Contrary to how it is often portrayed, it is not a process concerning only community landownership or farming tenants or indeed rural Scotland. It is in fact a process of reforming the legal, fiscal and administrative framework governing all land in Scotland. It is about how land is owned, occupied, taxed, inherited, and used from the centre of Glasgow to the island of Rockall in the North Atlantic.

It follows, therefore, that land reform could be transformative. In the housing sector, it could mean secure and affordable homes for owner-occupiers and tenants. In local government it could deliver an autonomous, equitable and comprehensive system of public revenue from land and property. In the wider economy it could mean an end to land speculation and profiteering and the diversion of finance and investment to more productive parts of the economy whilst reducing levels of private debt. For local communities it could mean much greater control over how vital resources such as the seabed, open spaces, common land, public buildings and forests are used. For business, it could mean quick and free access to sophisticated data on the ownership, occupancy, value, and constraints of land. For households, it could mean access to land for fresh food and fresh air in community gardens, huts and allotments.

How land is owned, used and governed is vitally important to the wellbeing and prosperity of all who live in this country - in particular to those who, because of inflated land values, cannot afford the basic human right of a home. Land is a finite resource and should be owned and used in the public interest for the common good of all the people of Scotland. The Land Reform Review Group, whose report in May 2014 revitalised the debate on land reform, highlighted how some of this could happen. The forthcoming land reform bill will put some of these ideas into law. Further consultations over the coming year will prepare the ground for further reform in the next Scottish Parliament.

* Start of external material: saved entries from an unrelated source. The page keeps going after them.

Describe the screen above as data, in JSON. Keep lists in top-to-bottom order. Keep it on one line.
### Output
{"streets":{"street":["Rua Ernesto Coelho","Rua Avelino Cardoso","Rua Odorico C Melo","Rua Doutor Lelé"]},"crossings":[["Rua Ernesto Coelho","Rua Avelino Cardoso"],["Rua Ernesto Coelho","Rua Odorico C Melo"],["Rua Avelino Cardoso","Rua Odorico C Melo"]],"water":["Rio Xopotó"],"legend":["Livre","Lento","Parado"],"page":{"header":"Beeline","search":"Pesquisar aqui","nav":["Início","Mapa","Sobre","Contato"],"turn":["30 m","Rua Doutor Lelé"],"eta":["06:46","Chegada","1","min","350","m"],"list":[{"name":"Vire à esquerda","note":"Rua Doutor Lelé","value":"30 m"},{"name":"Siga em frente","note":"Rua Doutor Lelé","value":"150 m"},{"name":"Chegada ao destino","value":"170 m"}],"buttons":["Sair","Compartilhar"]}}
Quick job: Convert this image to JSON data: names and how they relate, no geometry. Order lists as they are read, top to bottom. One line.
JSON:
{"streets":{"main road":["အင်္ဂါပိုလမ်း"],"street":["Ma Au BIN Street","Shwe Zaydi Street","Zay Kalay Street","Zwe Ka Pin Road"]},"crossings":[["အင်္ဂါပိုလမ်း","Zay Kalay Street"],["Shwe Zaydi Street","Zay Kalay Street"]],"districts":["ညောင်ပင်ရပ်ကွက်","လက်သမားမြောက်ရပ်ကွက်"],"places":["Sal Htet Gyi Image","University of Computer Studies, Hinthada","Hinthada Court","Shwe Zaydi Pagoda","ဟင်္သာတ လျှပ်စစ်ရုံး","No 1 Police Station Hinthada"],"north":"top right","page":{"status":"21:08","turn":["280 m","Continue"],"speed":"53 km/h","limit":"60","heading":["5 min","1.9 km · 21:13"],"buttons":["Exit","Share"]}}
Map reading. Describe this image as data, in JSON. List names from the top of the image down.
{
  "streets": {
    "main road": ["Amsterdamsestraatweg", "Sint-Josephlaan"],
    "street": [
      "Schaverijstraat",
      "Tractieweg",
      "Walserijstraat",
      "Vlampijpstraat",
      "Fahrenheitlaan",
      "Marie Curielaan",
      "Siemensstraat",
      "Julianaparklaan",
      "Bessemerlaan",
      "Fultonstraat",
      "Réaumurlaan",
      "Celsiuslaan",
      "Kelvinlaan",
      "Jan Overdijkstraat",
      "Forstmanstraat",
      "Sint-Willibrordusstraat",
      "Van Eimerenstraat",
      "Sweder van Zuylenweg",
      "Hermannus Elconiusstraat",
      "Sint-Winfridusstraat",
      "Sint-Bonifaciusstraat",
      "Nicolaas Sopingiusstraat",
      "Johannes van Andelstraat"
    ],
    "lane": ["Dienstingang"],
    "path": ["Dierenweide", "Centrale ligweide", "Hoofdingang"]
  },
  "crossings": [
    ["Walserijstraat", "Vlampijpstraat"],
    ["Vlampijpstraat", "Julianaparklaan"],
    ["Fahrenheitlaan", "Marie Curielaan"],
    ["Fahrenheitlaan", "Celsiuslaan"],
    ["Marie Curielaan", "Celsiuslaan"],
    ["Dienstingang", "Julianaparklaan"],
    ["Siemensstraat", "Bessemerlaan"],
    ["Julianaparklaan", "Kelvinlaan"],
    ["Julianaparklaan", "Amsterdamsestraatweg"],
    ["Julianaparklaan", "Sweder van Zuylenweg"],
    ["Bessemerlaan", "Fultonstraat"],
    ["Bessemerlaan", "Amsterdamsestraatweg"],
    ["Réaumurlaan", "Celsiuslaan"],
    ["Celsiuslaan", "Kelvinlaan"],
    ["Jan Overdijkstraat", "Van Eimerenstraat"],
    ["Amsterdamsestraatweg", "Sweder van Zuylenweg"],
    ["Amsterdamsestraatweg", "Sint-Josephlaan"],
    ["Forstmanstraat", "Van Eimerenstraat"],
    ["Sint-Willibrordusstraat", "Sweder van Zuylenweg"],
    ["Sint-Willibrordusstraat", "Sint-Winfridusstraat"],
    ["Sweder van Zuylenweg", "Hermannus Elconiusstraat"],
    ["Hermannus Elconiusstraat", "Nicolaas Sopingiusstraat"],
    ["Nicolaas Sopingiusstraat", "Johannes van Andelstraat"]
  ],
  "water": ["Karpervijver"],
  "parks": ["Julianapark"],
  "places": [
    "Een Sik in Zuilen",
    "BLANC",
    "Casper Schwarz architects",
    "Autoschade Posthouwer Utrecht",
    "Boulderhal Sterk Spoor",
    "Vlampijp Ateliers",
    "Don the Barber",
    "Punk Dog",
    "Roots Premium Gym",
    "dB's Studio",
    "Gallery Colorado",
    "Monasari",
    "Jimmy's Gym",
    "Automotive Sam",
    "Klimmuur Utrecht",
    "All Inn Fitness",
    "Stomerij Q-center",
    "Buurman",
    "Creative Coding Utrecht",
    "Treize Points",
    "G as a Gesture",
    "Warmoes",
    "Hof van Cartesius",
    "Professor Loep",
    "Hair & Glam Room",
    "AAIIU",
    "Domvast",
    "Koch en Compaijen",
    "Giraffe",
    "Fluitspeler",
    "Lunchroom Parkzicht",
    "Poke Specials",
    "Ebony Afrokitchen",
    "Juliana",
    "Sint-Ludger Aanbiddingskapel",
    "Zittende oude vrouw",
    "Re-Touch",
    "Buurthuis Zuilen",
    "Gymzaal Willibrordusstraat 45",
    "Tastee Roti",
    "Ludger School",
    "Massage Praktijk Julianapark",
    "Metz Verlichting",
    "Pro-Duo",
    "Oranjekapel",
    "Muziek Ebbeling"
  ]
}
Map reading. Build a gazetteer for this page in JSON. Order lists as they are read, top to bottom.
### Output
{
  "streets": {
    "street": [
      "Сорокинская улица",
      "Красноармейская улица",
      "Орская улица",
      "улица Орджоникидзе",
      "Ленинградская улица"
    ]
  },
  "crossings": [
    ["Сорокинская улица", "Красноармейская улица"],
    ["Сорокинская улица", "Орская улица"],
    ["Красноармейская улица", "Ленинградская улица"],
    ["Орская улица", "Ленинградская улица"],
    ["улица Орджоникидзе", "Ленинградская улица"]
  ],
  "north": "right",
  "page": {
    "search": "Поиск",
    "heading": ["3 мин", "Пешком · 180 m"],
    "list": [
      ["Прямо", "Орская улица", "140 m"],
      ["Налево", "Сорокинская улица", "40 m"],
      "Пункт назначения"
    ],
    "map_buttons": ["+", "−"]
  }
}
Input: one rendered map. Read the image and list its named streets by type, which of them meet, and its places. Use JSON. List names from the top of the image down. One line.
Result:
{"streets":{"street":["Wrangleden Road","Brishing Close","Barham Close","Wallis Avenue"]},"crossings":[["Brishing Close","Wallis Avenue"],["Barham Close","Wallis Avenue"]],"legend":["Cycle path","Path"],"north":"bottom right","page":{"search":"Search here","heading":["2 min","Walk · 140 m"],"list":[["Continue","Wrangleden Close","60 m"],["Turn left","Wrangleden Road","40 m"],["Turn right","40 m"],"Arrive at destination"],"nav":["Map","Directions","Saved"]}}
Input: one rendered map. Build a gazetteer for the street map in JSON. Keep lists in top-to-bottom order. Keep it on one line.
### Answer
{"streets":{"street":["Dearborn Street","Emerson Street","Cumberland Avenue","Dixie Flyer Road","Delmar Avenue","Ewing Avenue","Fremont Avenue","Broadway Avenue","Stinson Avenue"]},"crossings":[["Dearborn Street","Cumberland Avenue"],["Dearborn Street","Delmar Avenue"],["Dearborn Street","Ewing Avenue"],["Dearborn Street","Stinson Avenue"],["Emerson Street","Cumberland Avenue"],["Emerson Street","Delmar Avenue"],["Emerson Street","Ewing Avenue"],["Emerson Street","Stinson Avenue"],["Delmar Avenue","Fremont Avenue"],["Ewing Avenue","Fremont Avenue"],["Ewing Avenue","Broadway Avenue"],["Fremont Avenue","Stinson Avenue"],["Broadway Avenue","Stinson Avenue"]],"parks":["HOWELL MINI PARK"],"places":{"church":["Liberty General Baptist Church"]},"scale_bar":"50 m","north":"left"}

For centuries, the ownership and control of Scotland's natural resources was in the hands of a small elite. Their political influence was such that reforms of inheritance law, for example, have been blocked as an unjustifiable attack on the very fabric of Scottish family life. Vested interests in finance, property and land still promote the idea that change that has long been normal across continental Europe is somehow extreme and dangerous in Scotland in the 21st century.

Fortunately, Scotland is now alive with ambition to build a fairer and more equal society. Land reform has the potential to unlock the potential of Scotland's people if they are given a meaningful and equitable stake in the ownership, governance and wealth of urban, rural and marine Scotland. This is a wide and ambitious agenda. It is urgent and it has only just begun.